In Iraq, where an even more ruthless apparatus of political control exists, no outsider can know what the scale of opposition to Saddam Hussein really is. Shi'ites in the southern half of the country, and the Kurds in the north, resist Baghdad's domination, but that antedates the present regime.

By defying the United States last fall, and again in the last few weeks, the Iraqi dictator has fired national pride and won an increase in permitted oil sales and humanitarian imports. If Saddam Hussein keeps the promises made to Kofi Annan concerning arms inspections, he is within sight of an end to sanctions.

The hysteria which often surrounds discussion of Saddam Hussein obscures the fact that because he has been an international aggressor he has been easier to deal with than Slobodan Milosevic.

He went to war with Iran in 1980, thinking to overthrow the revolutionary government there (and enjoyed tacit American sympathy in doing so, as well as subsequent intelligence and arms help). But when he invaded Kuwait, it was not difficult for the Bush Administration to organize an international coalition to eject his army.

Slobodan Milosevic is an internal aggressor. He attacks what he portrays as destructive movements inside his country's borders. When his country was Yugoslavia, he tried to prevent secession by Slovenia and Croatia. When Europe recognized those countries' independence, it turned Belgrade's action into international aggression -- but did nothing to stop it.

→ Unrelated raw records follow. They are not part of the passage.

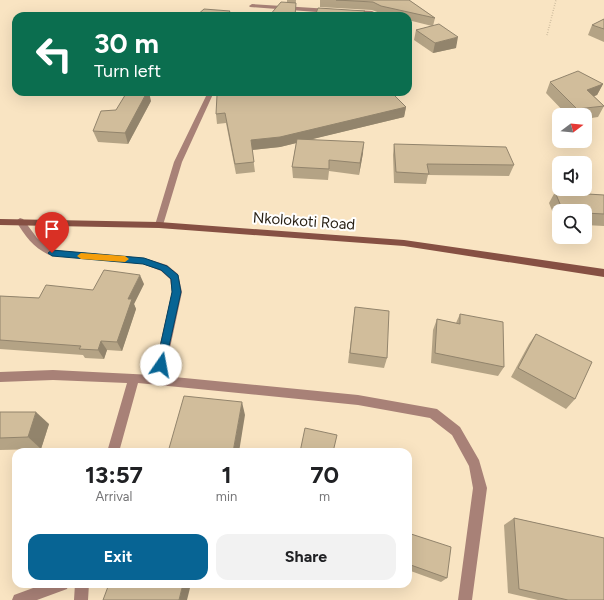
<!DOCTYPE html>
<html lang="en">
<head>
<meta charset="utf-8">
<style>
	body { margin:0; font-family:Figtree,sans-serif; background:#f2f2f2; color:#202124; height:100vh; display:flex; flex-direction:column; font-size:15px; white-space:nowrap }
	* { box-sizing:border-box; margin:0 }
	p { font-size:13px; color:#757577 }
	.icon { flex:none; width:22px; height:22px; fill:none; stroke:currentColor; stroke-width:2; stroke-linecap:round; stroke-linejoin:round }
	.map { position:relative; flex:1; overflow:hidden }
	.details { position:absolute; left:12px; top:448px; width:400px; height:140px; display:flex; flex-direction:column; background:#fff; border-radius:12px; box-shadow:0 4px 16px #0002 }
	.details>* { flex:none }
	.hud { position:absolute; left:12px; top:12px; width:400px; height:84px; border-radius:12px; box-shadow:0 4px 16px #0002; background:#0b6e4f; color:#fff; overflow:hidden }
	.needle { width:26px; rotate:74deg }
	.tools { position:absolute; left:552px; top:108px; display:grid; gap:8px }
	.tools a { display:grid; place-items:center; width:40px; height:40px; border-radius:8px; background:#fff; box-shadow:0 4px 16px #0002; font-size:20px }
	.pin { position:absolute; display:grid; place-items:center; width:34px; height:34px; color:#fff; margin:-41px -17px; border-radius:50% 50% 50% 0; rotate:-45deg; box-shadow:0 0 4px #0007 }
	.pin .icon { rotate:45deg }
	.me { position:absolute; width:44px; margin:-22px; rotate:12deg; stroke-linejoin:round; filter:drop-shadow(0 0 3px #0008) }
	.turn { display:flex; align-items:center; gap:14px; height:84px; padding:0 16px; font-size:18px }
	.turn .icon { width:52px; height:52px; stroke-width:2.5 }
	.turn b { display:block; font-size:28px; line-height:34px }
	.eta { display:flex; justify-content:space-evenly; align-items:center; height:68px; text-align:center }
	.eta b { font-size:24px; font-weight:700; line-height:28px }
	.cta { display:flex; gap:8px; margin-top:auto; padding:8px 16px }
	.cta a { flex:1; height:46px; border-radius:12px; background:#076494; color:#fff; font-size:16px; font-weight:700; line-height:46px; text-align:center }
	.cta a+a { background:#f2f2f2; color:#202124 }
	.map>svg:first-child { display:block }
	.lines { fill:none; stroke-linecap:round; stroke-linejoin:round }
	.path { stroke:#b2a287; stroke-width:1.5; stroke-dasharray:0.5 2; stroke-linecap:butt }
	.lane { fill:#a88177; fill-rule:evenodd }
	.street { fill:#a88177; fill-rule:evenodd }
	.secondary { fill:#865043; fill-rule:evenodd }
	.wall { fill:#b4a385 }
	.shaded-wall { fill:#92846c }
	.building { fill:#d1bd9b; stroke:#92846c }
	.route { fill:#076494; stroke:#054160 }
	.slow { fill:#f59e0b }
	.labels { text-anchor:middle; stroke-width:4; stroke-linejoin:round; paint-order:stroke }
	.street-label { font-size:15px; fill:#271f13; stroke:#fff }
</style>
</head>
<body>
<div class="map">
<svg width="604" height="600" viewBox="0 0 604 600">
	<rect width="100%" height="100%" fill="#f9e4c2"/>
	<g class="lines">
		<path class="path" d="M547,35l9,-35"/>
		<path class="lane" d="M44,584h25l-2,5 -30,11h-25l2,-5z"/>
		<g class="street">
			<path d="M252,4l78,5 3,2 -3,2 -80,-6 -1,-1z"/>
			<path d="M352,10l20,1 10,5 -32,-3 -1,-1z"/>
			<path d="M208,92h6l-32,70 -19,63 -1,2h-6l-1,-2 19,-63z"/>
			<path d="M20,218l3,1 14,19 17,12 90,8 23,7 11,9 4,18 -18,84 194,19 79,14 23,18 19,33 8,28 -15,112h-14l15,-112 -4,-22 -17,-31 -22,-17 -72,-13 -220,-22 -19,69h-12l20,-69 -74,-3 -53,2v-10l53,-2 100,5 19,-83 -2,-13 -9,-8 -18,-7 -94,-9c-16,-8 -24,-19 -33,-34z"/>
			<path d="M75,584h14l-1,16h-14z"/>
		</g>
		<path class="secondary" d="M0,219l159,3 245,18 200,29v8l-200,-31 -245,-18 -159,-3z"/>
	</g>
	<g class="wall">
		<path d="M287,0h9l-1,16h-26l18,-13z"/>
		<path d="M320,0h89l26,18 -2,8 23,22 -23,5 -19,-13 2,-10 16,-4 -24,-6v-4h-17l-11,-3 -8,-3 -52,-3z"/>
		<path d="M604,19v23l-16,-7 4,-10z"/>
		<path d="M550,82l53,2 -6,11 -3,1 10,10 -6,11 -13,2v-4h-18l-21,-22z"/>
		<path d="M220,95l186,12 -2,10 -92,22 51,14 -4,22 -30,-4 -1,9 -35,-2 -1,-11 4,-24 -16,4 -28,3 3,22 -19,2 -10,-51 -9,1 -1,-10z"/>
		<path d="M151,101l-23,43 -30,-2 -5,-11 23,-21z"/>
		<path d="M394,144l120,21 -5,11 -81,-1 -2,9 -32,-1 -1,-28z"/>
		<path d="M555,192l49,3v31l-19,-1v-14h-26v12h-2l-8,-20z"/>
		<path d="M144,284l-10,20 2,5 -14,42 -15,-1 -3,9 -19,-1 -2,-3 -83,-6v-53l39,2 54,-8z"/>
		<path d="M355,307l32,51 -3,10 -36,-5z"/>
		<path d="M460,314l44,53 -6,9 -67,-13 2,-33 4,-11 19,4z"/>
		<path d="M536,334l39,65 -9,10 -55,-32 18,-33z"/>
		<path d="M0,412l49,12 -8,25 -41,1z"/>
		<path d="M514,518l63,14 27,68h-66l-30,-7 -4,-68z"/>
		<path d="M408,533l39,45 -6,4 -33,-12z"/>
	</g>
	<g class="shaded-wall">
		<path d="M230,11v5h-3z"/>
		<path d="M365,11v5h-6z"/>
		<path d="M458,37l-2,11 -23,5 2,-10z"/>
		<path d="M603,84l-6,11 -15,6 5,-11z"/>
		<path d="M147,92h2l2,9 -23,43 -3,-11z"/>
		<path d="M406,107l-2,10 -124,30 -28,3 -1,-10z"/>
		<path d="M364,142l-1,11 -4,22 1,-12z"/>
		<path d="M140,275l4,9 -10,20 2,5 -14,42 -5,-9 11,-43z"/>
		<path d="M101,341l6,9 -3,9 -6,-9z"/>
		<path d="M242,402l3,13 -6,37h-6z"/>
		<path d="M36,412l13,12 -8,25 -13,-12z"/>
		<path d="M183,584h8l-4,16h-8z"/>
	</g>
	<g class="building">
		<path d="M336,0h73l26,18 -54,-12 -8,-4z"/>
		<path d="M281,2l15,1 -1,13h-26z"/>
		<path d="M318,8l47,3 -6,5h-44z"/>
		<path d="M204,9l26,2 -3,5h-31z"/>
		<path d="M604,19v10l-12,-4z"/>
		<path d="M439,24l19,13 -23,6 -19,-13z"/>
		<path d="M578,71l25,13 -16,6 17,16 -27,3 -27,-27z"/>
		<path d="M127,92h20l-22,41 -32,-2 8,-20 15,-1z"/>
		<path d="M221,92h170l15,15 -126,30 -29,3 3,22 -19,2 -10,-51 -9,1 1,-19h3z"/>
		<path d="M297,139l67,3 -4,21 -31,-3v9l-37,-2z"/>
		<path d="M394,144l112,3 8,18 -87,-1 2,10 -33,-2z"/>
		<path d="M555,192l49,3v19l-19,-1v-2h-22z"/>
		<path d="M104,270l36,5 -12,24h4l-15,43 -16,-1 -3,9 -19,-1 2,-3 -81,-6v-44l39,2 7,-13 47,5z"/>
		<path d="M355,307l34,4 -2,47 -37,-5z"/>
		<path d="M460,314l43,8 1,45 -69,-14 2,-34 23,5z"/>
		<path d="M536,334l56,28 -17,37 -57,-31z"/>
		<path d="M184,396l58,6 -9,50h-65z"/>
		<path d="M0,412h36l-8,25 -28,1z"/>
		<path d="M305,428l32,7 -4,17h-33z"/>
		<path d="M514,518l90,20v62h-36l-49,-11z"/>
		<path d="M408,533l43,14 -4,31 -39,-14z"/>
		<path d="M109,584h74l-4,16h-76z"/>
	</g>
	<path class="route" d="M52,250l92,8 23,8 11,9 3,17 -17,77 -3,1 -5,-5 16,-73 -1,-13 -10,-9 -18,-6 -91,-8 -4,-3z"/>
	<path class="slow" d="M81,253l44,3 4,3 -4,3 -44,-3 -4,-3z"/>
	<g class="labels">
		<g class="street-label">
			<text transform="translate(304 221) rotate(4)" y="5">Nkolokoti Road</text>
		</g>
	</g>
</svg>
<div class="tools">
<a><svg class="needle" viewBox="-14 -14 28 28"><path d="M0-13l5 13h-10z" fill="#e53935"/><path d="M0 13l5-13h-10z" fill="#757577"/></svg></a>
<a><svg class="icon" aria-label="sound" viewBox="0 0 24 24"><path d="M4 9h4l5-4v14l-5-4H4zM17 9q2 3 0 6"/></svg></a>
<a><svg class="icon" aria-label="search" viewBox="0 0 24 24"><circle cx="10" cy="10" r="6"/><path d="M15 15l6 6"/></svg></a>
</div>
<div class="pin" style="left:52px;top:253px;background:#d93025"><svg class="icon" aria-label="arrive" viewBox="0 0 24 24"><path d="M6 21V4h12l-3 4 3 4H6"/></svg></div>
<svg class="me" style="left:161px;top:365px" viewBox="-20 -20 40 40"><circle r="19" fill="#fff"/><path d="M0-13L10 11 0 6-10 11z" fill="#076494"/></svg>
<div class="hud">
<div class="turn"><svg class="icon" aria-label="left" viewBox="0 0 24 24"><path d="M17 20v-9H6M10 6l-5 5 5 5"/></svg><div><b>30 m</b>Turn left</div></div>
</div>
<section class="details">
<div class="eta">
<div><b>13:57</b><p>Arrival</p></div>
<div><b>1</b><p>min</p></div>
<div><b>70</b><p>m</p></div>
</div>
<div class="cta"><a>Exit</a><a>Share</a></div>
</section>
</div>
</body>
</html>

Mr. Milosevic could let Slovenia and Croatia go because his aim was a greater Serbia. It proved unattainable, and he abandoned the Krajina Serb minority in Croatia, and the so-called Republika Srpska in Bosnia. But he cannot now let Kosovo go because it is the focus of Serbian nationalism. His power has from the start rested on the nihilistic exploitation of that nationalism.

What can be done about people like Slobodan Milosevic and Saddam Hussein? Europe and the U.S. contemplate an arms embargo, diplomatic isolation, etc., for Serbia, but Russia resists strong measures. No one dared talk about armed intervention, although the United States once warned of military action should the Kosovo Albanians be attacked.

Armed intervention is pointless when, as in Iraq in February, no coherent explanation can be supplied as to how bombing will make a difference to how the despot behaves. As a "lesson," bombing has always proven illusory policy. On the other hand, violence can make a difference when it has a direct effect on what is happening.

If the Serbian authorities do not call off their campaign of militarized police repression in Kosovo by March 19th, as demanded by the Contact Group, the argument can be made for attacking those forces. They are identifiable military targets and the actual instruments of Mr. Milosevic's power. NATO's experience in Bosnia demonstrated that force can change Mr. Milosevic's mind. However, this is not going to happen.

The legal objection to interference in other countries' internal affairs has not inhibited the United States in the past, in Central America and Southeast Asia. The U.S. has threatened to act without renewed UN approval in Iraq.

But the Balkans are another place, and Kosovo's fate is widely, and not unreasonably, thought by Americans to be distant from any American national interest. Military intervention would find little popular support.

The very sensible American initiatives already in place to influence the situation in Kosovo -- a big and visible U.S. information operation, U.S. troops stationed in Macedonia, active diplomacy in Belgrade -- have been possible because practically no one in Washington noticed them.

Europe's reaction to the situation is depressingly familiar. There is exactly the same stalemate that prevented constructive and collective European action when the old Yugoslavia came apart.

There is nonetheless some reason to think that Mr. Milosevic will back off. He takes calculated risks, and the downside of what he has done this time is considerable. He seems to have mistakenly assumed that the U.S., and therefore Europe, would ignore renewed repression in Kosovo.

However, his career has rested on provoking nationalism and creating wars. This time he may have started something he cannot, or will not, stop, and which the international community is unwilling to stop.